ANI Patch: How Do You Think Microsoft Handled It?
Monday, April 9th, 2007Last week, Microsoft released an out-of-band patch for a vulnerability affecting the animated cursor, also known as ANI.
The vulnerability was identified by Determina back in December, who, in turn notified Microsoft. For some, like eWeek’s Joe Wilcox, the four month timeframe to get out the patch is unreasonably long.
Wilcox compares the ANI vulnerability to a Windows metafile bug that created problems back in late December 2005/early January 2006. “Both flaws affect the Windows graphics subsystem—or GDI—and were exploited without patches being available.” Both flaws also led to the release of several other fixes to the GDI. However, the patch for the WMF vulnerability was available in weeks, not days.
Microsoft provided there own explanation of the process involved in releasing the patch. Based on some initial feedback from SANS, the extra testing may pay off in ensuring the patch is effective and doesn’t cause too many headaches. Larry Seltzer, another eWeek columnist, was one of many supporting Microsoft’s decision to release the patch ahead of tomorrow’s regular cycle, although he questioned the additional GDI patches being released with it. “By including it with this many other fixes they make it harder to test.
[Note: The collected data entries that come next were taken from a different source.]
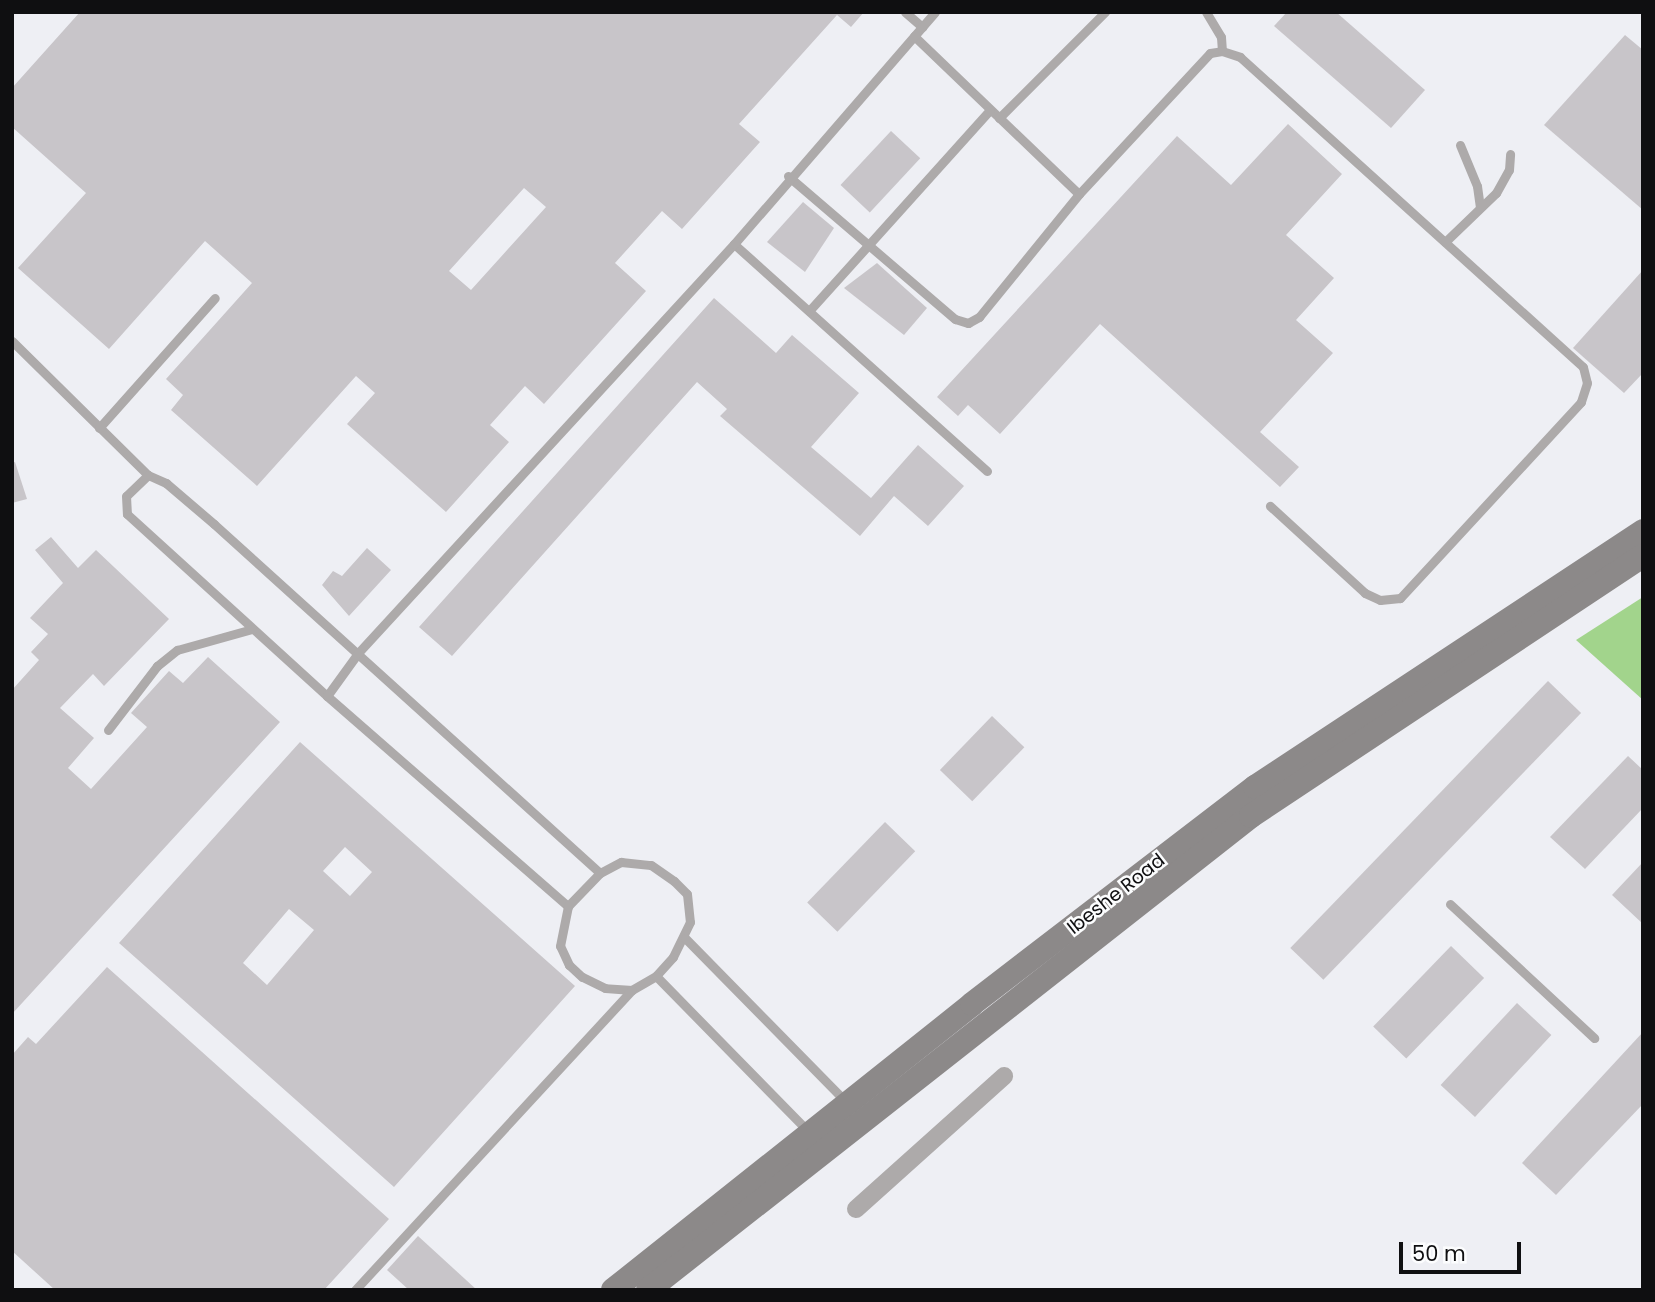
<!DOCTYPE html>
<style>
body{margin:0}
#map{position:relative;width:1655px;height:1302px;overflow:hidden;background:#eeeff4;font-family:Poppins,sans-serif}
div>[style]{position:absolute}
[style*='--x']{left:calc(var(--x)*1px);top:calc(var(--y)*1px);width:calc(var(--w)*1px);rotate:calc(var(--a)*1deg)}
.green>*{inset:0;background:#a2d48c}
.building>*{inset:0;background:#c8c5c9;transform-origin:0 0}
.service>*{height:9px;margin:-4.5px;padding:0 4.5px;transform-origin:4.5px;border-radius:4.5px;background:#adaaaa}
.minor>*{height:18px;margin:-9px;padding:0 9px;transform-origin:9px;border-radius:9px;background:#adaaaa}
.secondary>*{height:24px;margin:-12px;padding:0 12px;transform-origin:12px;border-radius:12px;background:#8c8989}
span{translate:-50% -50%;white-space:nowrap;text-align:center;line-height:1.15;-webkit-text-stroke:5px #fcfdfe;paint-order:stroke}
.street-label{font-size:19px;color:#0f0f11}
.frame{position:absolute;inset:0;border:14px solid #0f0f11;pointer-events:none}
.scale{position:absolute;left:1399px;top:1242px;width:122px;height:32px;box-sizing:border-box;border:4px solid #0f0f11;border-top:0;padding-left:9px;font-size:21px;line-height:24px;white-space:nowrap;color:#0f0f11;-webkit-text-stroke:5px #fcfdfe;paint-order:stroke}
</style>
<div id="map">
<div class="green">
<i style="clip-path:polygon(1643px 597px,1643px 700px,1576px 640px)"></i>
</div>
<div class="building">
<i style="clip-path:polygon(evenodd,80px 12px,864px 12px,851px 27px,837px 15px,739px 124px,760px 142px,682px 229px,662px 211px,615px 263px,646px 291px,544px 404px,525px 386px,490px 425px,509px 442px,446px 512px,347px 424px,375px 393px,356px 376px,257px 486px,171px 410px,183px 395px,166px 379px,252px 283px,205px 241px,109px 349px,18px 268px,86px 193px,12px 127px,12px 88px,80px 12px,524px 188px,546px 207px,471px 290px,449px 271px,524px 188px)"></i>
<i style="clip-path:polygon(1287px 12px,1336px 12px,1425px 90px,1391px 128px,1274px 26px)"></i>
<i style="clip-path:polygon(1625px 35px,1643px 50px,1643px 210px,1544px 125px)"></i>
<i style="clip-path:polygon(1288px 124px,1342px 174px,1286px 235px,1334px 278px,1296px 320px,1333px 353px,1260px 432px,1299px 467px,1280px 487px,1100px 324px,1000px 434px,968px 405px,958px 416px,937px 397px,1177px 136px,1231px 185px)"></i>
<i style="left:891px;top:131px;width:40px;height:74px;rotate:43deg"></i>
<i style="clip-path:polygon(803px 202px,834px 228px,805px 272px,767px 242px)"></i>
<i style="clip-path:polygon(877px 263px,927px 308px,904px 335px,844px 288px)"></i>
<i style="clip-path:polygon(1643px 270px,1643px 373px,1624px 393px,1573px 348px)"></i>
<i style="clip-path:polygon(714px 298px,776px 353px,792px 335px,859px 393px,811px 447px,871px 498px,918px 445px,964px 486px,928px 526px,894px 496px,860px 536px,720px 416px,727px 409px,697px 382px,452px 656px,419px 627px)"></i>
<i style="clip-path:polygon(15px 462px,27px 499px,12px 503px,12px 463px)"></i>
<i style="clip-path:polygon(51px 537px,78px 568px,96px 550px,169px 619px,104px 686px,93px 674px,60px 708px,94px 738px,68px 768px,91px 789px,147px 727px,131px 713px,169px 671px,183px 683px,208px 657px,280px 722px,12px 1014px,12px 690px,39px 660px,31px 652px,48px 634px,30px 618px,63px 583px,35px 550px)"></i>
<i style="clip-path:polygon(367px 548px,391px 570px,349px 616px,322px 585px,333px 571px,342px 576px)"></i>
<i style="left:1548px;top:681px;width:46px;height:371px;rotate:44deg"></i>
<i style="left:992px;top:716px;width:45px;height:75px;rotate:44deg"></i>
<i style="clip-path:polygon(evenodd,300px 742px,575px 986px,394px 1187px,119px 943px,300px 742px,345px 847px,372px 872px,350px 896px,323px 871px,345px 847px,300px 742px,289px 909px,314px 930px,267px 985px,243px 963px,289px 909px)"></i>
<i style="clip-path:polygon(1628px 756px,1643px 770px,1643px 808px,1585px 869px,1550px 837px)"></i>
<i style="left:885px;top:822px;width:42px;height:112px;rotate:44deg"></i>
<i style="clip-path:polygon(1643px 862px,1643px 924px,1612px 895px)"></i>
<i style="left:1451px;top:946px;width:46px;height:112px;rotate:44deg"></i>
<i style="clip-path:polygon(107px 967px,389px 1219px,324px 1290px,55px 1290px,12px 1251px,12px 1055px,28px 1037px,36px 1044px)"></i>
<i style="left:1517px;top:1003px;width:47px;height:112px;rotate:43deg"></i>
<i style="clip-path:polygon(1643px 1032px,1643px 1104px,1556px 1195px,1522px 1163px)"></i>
<i style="clip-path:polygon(418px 1236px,477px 1290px,409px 1290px,387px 1270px)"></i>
</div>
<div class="service">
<i style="--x:905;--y:12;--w:23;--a:41"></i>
<i style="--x:1206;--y:12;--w:29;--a:59"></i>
<i style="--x:1221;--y:37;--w:14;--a:86"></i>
<i style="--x:914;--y:36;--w:228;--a:43.8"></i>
<i style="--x:999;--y:118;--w:150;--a:-45"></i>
<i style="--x:1460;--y:145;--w:44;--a:67.5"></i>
<i style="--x:1477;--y:186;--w:21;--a:82"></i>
<i style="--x:788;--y:176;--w:220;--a:40.6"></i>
<i style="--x:955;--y:319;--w:14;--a:17"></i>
<i style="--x:968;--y:323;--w:13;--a:-29"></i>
<i style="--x:979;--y:317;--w:159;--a:-50.9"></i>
<i style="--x:1079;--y:194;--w:192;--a:-47.1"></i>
<i style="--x:1210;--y:53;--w:12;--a:-9"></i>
<i style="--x:1222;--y:51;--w:19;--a:18"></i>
<i style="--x:1240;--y:57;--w:462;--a:42.1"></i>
<i style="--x:1583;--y:367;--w:16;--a:76"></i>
<i style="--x:1587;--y:383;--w:20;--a:108"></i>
<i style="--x:1581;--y:402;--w:267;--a:132.7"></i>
<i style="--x:1400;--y:598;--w:20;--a:174"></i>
<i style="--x:1380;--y:600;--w:17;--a:-155"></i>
<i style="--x:1365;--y:593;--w:129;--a:-137.5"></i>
<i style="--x:1445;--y:242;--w:71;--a:-43.9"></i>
<i style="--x:1496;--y:193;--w:26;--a:-61"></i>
<i style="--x:1509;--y:170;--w:16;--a:-86"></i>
<i style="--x:734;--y:244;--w:340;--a:41.9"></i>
<i style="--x:809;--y:311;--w:270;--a:-48"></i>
<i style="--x:12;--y:341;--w:191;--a:44.6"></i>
<i style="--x:148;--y:475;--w:20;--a:24"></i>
<i style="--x:166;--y:483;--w:63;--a:40.5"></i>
<i style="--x:214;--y:524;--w:520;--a:42.12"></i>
<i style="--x:99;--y:428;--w:174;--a:-48.3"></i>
<i style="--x:148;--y:475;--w:30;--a:136"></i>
<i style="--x:126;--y:496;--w:18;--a:87"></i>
<i style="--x:127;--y:514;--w:270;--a:42.3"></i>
<i style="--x:327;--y:696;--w:320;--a:41.1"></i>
<i style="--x:327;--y:696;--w:53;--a:-54.2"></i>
<i style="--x:358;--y:653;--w:556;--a:-47.41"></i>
<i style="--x:734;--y:244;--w:307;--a:-49.1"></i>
<i style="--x:108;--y:730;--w:81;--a:-52.6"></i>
<i style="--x:157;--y:666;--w:26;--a:-39"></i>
<i style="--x:177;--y:650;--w:78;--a:-15.6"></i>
<i style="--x:621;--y:862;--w:30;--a:6"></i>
<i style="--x:651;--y:865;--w:28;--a:35"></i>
<i style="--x:674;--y:881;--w:18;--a:45"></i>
<i style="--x:687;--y:894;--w:28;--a:84"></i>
<i style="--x:690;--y:922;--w:39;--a:116"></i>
<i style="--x:673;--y:957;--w:25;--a:132"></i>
<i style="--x:656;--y:976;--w:28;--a:150"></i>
<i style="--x:632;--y:990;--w:27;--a:-176"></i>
<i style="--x:605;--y:988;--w:25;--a:-154"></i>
<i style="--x:582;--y:977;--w:18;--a:-137"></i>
<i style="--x:569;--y:965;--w:21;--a:-115"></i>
<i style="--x:560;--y:946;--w:41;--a:-78.7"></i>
<i style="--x:568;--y:906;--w:46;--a:-45.9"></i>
<i style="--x:600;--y:873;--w:24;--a:-28"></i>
<i style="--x:1450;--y:904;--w:197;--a:42.9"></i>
<i style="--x:685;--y:938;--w:228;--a:45.5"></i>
<i style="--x:656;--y:976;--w:219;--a:45.6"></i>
<i style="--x:355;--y:1290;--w:408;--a:-47.3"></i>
</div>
<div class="minor">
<i style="--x:856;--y:1209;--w:199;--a:-41.9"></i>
</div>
<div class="secondary">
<i style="--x:613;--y:1290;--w:459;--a:-38.5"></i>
<i style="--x:972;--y:1004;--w:357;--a:-37.5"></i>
<i style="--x:1255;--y:787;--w:465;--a:-33.4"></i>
<i style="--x:648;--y:1290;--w:767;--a:-38.17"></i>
<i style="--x:1251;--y:816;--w:470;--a:-33.6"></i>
</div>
<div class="street-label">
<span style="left:1116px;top:894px;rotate:-38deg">Ibeshe Road</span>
</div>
<div class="frame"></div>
<div class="scale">50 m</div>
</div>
Perhaps they should have left the rest of the update for next week,” Seltzer said.
Mike Rothman, in one of his Daily Incite posts last week, didn’t necessarily feel Microsoft handled the ANI vulnerability as well as they could, but found several signs of improvement in how Microsoft is handling issues in general. Like Mike, I found Rob Graham from Errata’s explanation to be one of the more reasoned perspectives on the ANI vulnerability.
What did you think of Microsoft’s effort? How do you think they could improve?